426話 口移しで食べさせてほしい

 俺はリン(?)に看病してもらっている。

 深夜なので顔はわからないが、兎耳なのでおそらくリンだ。

 スープを飲ませてもらった次は、固形の病人食だ。

 栄養さえ摂取できれば、高レベルの俺は自力で快復できる。

 ここが踏ん張りどころだ。


「えっとぉ。コウタさまがご自分で食べられますかぁ?」


「いや、食べさせてもらえるか? 体調はまだ厳しい」


 スープを飲んだところで、それが吸収されるまでには時間差がある。


「わ、わかりましたぁ。それでは、あーんしてくださぃ」


「あ~ん……」


 俺は口を開ける。

 そして、口の中に病人食を入れてもらう。

 咀噛する。

 うむ、美味い。

 スープ同様、リンの料理は絶品だ。

 だが――


「少し固いかもしれん」


「すいません……。病人食って初めて作ったものですからぁ」


「いや、謝らないでくれ。リンはよくやってくれた」


 病人食を作るなんて、簡単なことではないはずだ。

 彼女は料亭ハーゼの元料理人で、今は『悠久の風』の料理担当を務めている。

 だが、病人食を作るとなると、また別の知識や経験が必要になる。


「では、これはもう少し加熱してほぐしてきますねぇ」


 リンがそう言って部屋から出て行こうとする。


「待ってくれ!」


 俺は思わず彼女の手を掴んだ。

 病で弱っているせいだろうか。

 なんとなく、彼女に部屋から出ていってほしくない気がしたのだ。


「ひゃっ!?」


 俺が手を掴んで引き止めたものだから、リンは驚いているようだ。


「すまない……。驚かせてしまったな」


「いえいえぇ……。ワタシの方こそ、変な声を出してしまってすみません」


「気にしないでくれ。
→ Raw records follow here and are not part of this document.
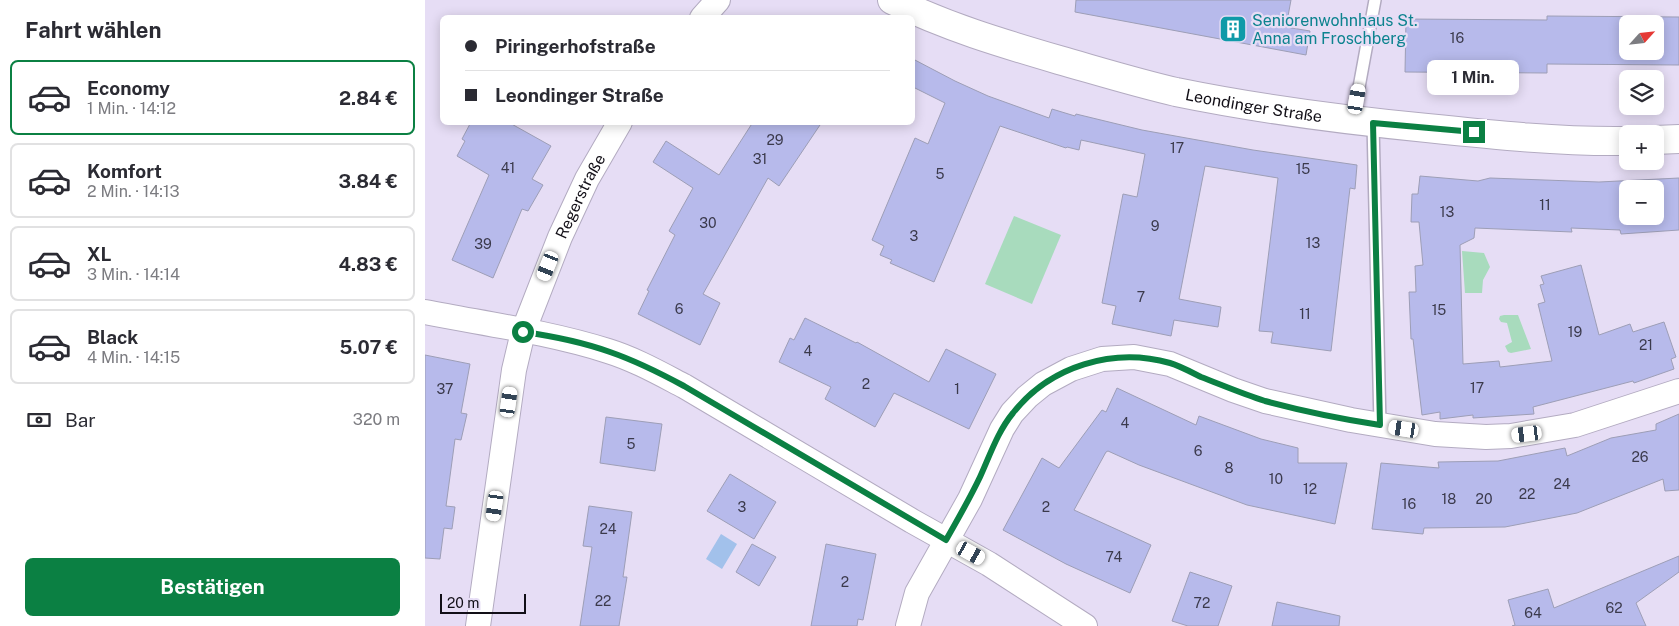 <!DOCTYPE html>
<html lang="de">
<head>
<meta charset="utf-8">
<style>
	body { margin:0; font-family:"Public Sans",sans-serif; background:#f2f2f3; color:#2b2b33; height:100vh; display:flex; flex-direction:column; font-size:19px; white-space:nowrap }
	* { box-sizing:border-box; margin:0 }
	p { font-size:16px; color:#7c7c81 }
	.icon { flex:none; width:28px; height:28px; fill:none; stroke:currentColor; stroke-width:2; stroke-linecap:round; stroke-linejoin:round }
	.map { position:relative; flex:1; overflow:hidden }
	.details { display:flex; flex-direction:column; background:#fff; width:425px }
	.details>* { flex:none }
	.hud { position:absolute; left:15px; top:15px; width:475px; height:110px; border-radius:8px; box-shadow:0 2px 12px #0003; display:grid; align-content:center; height:110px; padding:0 25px; background:#fff }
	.needle { width:32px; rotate:63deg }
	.fabs { position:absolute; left:1194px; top:15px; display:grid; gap:10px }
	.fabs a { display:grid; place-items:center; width:45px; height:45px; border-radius:8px; background:#fff; box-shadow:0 2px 12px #0003; font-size:25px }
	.scale { position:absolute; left:15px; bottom:12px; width:86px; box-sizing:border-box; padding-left:5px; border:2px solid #120f17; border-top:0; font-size:14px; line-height:18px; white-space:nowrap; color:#120f17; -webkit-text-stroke:4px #e6ddf5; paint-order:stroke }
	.end { position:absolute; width:22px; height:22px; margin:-11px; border:6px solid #0b8043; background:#fff; box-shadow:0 0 0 2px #fff }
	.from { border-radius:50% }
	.bubble { position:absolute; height:35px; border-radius:8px; background:#fff; box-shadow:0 2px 12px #0003; font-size:16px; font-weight:700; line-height:35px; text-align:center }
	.car { position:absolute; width:15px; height:30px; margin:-15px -8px; border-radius:6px; box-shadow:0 0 4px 1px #0007; background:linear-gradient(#fff 24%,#345 0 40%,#fff 0 76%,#345 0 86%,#fff 0) }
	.hud b { display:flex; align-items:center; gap:18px; height:48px; font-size:19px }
	.hud b+b { border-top:1px solid #e1e1e2 }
	.hud i { width:12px; height:12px; background:#2b2b33 }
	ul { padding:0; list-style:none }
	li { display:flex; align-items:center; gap:15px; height:75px; margin:0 10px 8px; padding:0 15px; border:2px solid #e1e1e2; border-radius:8px }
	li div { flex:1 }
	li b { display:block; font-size:19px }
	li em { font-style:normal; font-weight:700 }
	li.current { border-color:#0b8043 }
	li>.icon { width:45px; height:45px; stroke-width:1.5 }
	h2 { padding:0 25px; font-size:22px; line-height:60px }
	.pay { display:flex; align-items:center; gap:12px; height:55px; padding:0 25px; font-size:19px }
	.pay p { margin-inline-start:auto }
	.button { display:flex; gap:10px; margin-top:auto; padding:10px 25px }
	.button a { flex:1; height:58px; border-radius:8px; background:#0b8043; color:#fff; font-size:20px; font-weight:700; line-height:58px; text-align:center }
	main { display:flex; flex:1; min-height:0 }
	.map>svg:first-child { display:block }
	.green { fill:#a8dbbd }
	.water { fill:#a2c1eb }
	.building { fill:#b7baeb; stroke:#9d9eb6; fill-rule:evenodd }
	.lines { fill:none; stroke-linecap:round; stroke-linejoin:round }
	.lane-casing { stroke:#b3abc1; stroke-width:14 }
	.street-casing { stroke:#b3abc1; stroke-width:26 }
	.secondary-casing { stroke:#b3abc1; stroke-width:30 }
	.lane { stroke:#fff; stroke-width:11 }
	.street { stroke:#fff; stroke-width:24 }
	.secondary { stroke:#fff; stroke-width:28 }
	.route { stroke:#0b8043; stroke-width:6 }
	.labels { text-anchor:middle; stroke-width:4.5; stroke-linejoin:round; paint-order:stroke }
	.number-label { font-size:14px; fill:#3b3a4c }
	.culture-label { font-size:16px; fill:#0d838f; stroke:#e6ddf5; text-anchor:start }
	.street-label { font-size:16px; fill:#120f17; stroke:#e6ddf5 }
</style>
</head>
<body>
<main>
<section class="details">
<h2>Fahrt wählen</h2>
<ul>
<li class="current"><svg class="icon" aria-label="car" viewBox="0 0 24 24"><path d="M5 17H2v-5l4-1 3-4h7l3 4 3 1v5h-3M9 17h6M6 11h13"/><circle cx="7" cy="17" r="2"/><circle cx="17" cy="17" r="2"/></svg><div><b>Economy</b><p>1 Min. · 14:12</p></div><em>2.84 €</em></li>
<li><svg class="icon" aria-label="car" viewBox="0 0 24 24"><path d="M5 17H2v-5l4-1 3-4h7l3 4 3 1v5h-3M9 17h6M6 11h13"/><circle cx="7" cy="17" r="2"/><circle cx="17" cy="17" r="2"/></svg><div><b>Komfort</b><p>2 Min. · 14:13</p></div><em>3.84 €</em></li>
<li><svg class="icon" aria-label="car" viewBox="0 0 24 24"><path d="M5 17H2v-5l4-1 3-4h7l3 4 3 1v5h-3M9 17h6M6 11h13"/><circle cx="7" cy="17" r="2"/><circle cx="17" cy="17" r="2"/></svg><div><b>XL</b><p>3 Min. · 14:14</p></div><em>4.83 €</em></li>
<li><svg class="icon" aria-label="car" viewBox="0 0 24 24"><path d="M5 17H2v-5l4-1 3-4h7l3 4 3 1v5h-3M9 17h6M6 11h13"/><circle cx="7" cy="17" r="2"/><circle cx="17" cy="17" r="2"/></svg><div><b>Black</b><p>4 Min. · 14:15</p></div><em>5.07 €</em></li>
</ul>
<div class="pay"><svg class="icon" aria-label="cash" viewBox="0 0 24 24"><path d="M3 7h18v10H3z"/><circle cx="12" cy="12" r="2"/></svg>Bar<p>320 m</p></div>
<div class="button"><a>Bestätigen</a></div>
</section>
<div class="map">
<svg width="1254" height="626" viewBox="0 0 1254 626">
	<rect width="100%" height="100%" fill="#e6ddf5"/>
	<!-- green -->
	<g class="green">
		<polygon points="589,216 636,235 607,304 560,284"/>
		<polygon points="1037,251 1059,253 1065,267 1058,280 1057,293 1040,293"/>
		<polygon points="1079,315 1093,315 1106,349 1086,353 1083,352 1080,346 1087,342 1082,323 1076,322 1074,319 1075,316"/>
	</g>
	<!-- water -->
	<polygon class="water" points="296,534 312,544 297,569 281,559"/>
	<!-- building -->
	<g class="building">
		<polygon points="651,0 866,0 861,27 885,31 881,55 650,12"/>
		<path d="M1122,16l132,1v48l-132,-1v9l-142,-1 1,-53 141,1zM1202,24h28v27h-28z"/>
		<polygon points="488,59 530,81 563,96 624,118 627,109 650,116 651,114 717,130 828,150 932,165 930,189 925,188 906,351 846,343 848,332 834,331 853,178 780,166 754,299 796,307 793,327 749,320 746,336 687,324 691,306 677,303 698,194 712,197 720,154 656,140 654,150 642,147 641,148 575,126 509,282 465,263 467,260 455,255 459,246 447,240 490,138 503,144 520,103 488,87"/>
		<polygon points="46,122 83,122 126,146 107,179 118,185 103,211 97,209 68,278 27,260 64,175 32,156 40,141 37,139"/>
		<polygon points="328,122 397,122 354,186 343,178 278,294 295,303 275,345 213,314 224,291 222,290 250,235 244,231 268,188 228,162 241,141 294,175"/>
		<path d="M995,176l58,5 12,-3 109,4 80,-4v52l-58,4 -1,-4 -49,-2 1,4 -97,-4 -1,10 -14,7 3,119 36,-3 1,6 52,-6 -14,-57 7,-2 -5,-17 4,-1 -3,-8 40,-11 18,70 31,-11 3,8 31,-10 12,35 -5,2 3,10 -40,14 -1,-2 -100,26 1,7 -61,4v-3l-33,4v-7l-18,3 -9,-76h-2l-2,-47h7l-1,-26 8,-1 -4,-43h-8l1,-28h6zM1202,189h28v27h-28z"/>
		<polygon points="380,318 431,343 432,342 504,382 521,349 571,374 544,429 469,393 450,427 400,399 406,387 354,362 365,338 369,340"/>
		<polygon points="0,355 45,364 36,413 42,414 36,440 30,439 21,506 30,507 27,529 19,528 15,559 0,558"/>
		<polygon points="692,388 771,425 774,416 836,439 873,448 873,463 922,463 910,524 822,505 714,465 683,451 681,452 649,510 726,545 705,593 641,564 578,530 617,458 634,468 677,410 681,412"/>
		<polygon points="1254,414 1254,490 1240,491 1238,479 1152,513 1080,527 999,528 998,534 947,529 956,463 1014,468 1013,462 1073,461 1140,448 1142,456 1186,438 1231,430 1231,424"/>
		<polygon points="181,417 237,424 230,471 175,463"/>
		<polygon points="305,474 351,502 329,539 282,511"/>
		<polygon points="164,506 207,512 198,577 202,577 194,626 155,626 167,547 158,546"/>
		<polygon points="327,544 351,557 334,586 311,572"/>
		<polygon points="401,544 451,554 438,620 433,619 432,626 386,626"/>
		<polygon points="1254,556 1254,572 1211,603 1221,626 1087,626 1090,625 1083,600 1123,589 1129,608"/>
		<polygon points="765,572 807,586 793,626 763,626 747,621"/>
		<polygon points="852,602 915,616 914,626 847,626"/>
	</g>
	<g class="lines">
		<!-- lane casing -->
		<g class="lane-casing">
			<g id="lane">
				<polyline points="928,120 950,0"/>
				<polyline points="948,123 955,425"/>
			</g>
		</g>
		<!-- street casing -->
		<g class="street-casing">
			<g id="street">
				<polyline points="277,18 293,0"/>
				<path d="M0,312c61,12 123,20 183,39 26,8 51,22 76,35l228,135 77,43 96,62"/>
				<path id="s1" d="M53,626l36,-256 9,-38 37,-95 27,-58 33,-57"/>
				<polyline points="483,626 492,593 545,499 577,429 587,413 602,397 618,384 646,369 677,359 709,357 745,364 808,390 840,401 926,420 1010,434 1061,437 1086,436 1150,425 1254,391"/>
			</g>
		</g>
		<!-- secondary casing -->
		<g class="secondary-casing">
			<g id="secondary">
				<path id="s2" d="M467,0c55,27 109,43 167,60 39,11 78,23 117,32 83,17 168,28 251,36 67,7 134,14 200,13"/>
				<polyline points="1230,140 1254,139"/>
			</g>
		</g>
		<!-- lane -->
		<use href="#lane" class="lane"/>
		<!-- street -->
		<use href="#street" class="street"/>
		<!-- secondary -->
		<use href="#secondary" class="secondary"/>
	</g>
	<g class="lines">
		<!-- route -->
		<path class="route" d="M98,332c29,4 59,10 87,20 26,9 50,21 74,34l262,154c12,-21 24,-42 34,-63 10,-22 18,-46 33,-64 37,-47 100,-66 157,-50 10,3 21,9 31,14 21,8 42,17 64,24 37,10 76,18 115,24l-7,-302 101,9"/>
	</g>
	<!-- icons -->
	<defs>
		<g id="building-square" transform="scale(1.4375)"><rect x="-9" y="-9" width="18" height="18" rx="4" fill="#0f9aa8" stroke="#e6ddf5"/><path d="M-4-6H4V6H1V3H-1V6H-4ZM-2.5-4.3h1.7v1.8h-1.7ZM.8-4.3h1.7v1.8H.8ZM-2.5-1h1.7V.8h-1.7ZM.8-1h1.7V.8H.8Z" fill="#fff"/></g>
	</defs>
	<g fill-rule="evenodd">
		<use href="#building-square" x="808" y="29"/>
	</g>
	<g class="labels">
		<!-- number labels -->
		<g class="number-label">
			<text x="1032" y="43">16</text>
			<text x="350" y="145">29</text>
			<text x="752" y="153">17</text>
			<text x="335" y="164">31</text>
			<text x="83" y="173">41</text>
			<text x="878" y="174">15</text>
			<text x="515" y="179">5</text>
			<text x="1120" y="210">11</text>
			<text x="1022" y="217">13</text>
			<text x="283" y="228">30</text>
			<text x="730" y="231">9</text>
			<text x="489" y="241">3</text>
			<text x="888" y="248">13</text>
			<text x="58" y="249">39</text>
			<text x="716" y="302">7</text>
			<text x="254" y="314">6</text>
			<text x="1014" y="315">15</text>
			<text x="880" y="319">11</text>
			<text x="1150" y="337">19</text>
			<text x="1221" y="350">21</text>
			<text x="383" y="356">4</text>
			<text x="441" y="389">2</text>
			<text x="1052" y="393">17</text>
			<text x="20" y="394">37</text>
			<text x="532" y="394">1</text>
			<text x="700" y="428">4</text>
			<text x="206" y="449">5</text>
			<text x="773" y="456">6</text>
			<text x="1215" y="462">26</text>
			<text x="804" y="473">8</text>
			<text x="851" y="484">10</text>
			<text x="1137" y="489">24</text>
			<text x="885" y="494">12</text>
			<text x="1102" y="499">22</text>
			<text x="1024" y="504">18</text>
			<text x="1059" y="504">20</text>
			<text x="984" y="509">16</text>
			<text x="317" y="512">3</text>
			<text x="621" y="512">2</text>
			<text x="183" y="534">24</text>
			<text x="689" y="562">74</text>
			<text x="420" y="587">2</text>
			<text x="178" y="606">22</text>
			<text x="777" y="608">72</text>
			<text x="1189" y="613">62</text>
			<text x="1108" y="618">64</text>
		</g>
		<!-- culture labels -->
		<g class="culture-label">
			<text x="827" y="26">Seniorenwohnhaus St.<tspan x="827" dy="18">Anna am Froschberg</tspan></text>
		</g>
		<!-- street labels -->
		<g class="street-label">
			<text dy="6" stroke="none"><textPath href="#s2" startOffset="378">Leondinger Straße</textPath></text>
			<text dy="6" stroke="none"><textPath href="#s1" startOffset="445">Regerstraße</textPath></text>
		</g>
	</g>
</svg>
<div class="fabs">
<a><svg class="needle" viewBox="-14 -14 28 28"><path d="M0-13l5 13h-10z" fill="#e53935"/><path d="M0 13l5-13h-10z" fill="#7c7c81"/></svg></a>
<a><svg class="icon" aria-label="layers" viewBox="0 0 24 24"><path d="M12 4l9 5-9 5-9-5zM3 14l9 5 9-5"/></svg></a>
<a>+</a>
<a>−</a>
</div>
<div class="scale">20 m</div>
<i class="end from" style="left:98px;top:332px"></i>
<i class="end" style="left:1049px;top:132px"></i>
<div class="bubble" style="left:1002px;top:60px;width:92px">1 Min.</div>
<i class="car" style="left:932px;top:99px;rotate:10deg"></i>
<i class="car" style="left:123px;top:266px;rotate:202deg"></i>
<i class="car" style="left:84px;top:402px;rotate:8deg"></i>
<i class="car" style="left:979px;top:429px;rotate:279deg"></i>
<i class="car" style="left:1102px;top:434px;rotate:263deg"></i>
<i class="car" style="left:70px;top:506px;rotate:188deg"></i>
<i class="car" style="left:546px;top:553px;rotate:119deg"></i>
<div class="hud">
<b><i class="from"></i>Piringerhofstraße</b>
<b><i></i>Leondinger Straße</b>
</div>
</div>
</main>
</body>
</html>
それより、リンにお願いがあるのだが……」


「はい、何でしょう? ちなみにワタシはお姉ちゃんじゃ――」


 リンが何かを言いかけるが、体調不良の俺はそれを聞く余裕がない。

 自分の要求だけでも伝えておこう。


「口移しで食べさせてほしい」


「……え?」


 リンの動きが止まる。


「口移しで食べさせてくれ」


 俺はもう一度言う。


「あのぉ……コウタさま?」


「口移しで食べさせてくれ」


 俺は三度目の口移しの要求を行う。


「そ、そんな! ダメですよぉ。いくらなんでもそれはできませんよぉ」


「なぜだ? キスぐらいいつもしているじゃないか。少し咀嚼してから口移ししてくれるだけでいい」


「いつも? だから、ワタシは――」


「なあ、頼むよ。本当につらいんだ……。」


 俺がここまで弱るなんて、この世界に来て初めてのことだ。


「でもぉ……」


 リンは煮え切らない様子だ。

 俺が無事に快復できるかどうかは、『悠久の風』の未来、エウロス男爵家の将来、エルカの町の安寧にも大きく関わってくる。

 ここは何とか拝み倒して、口移しで病人食を食べさせてもらいたいところだ。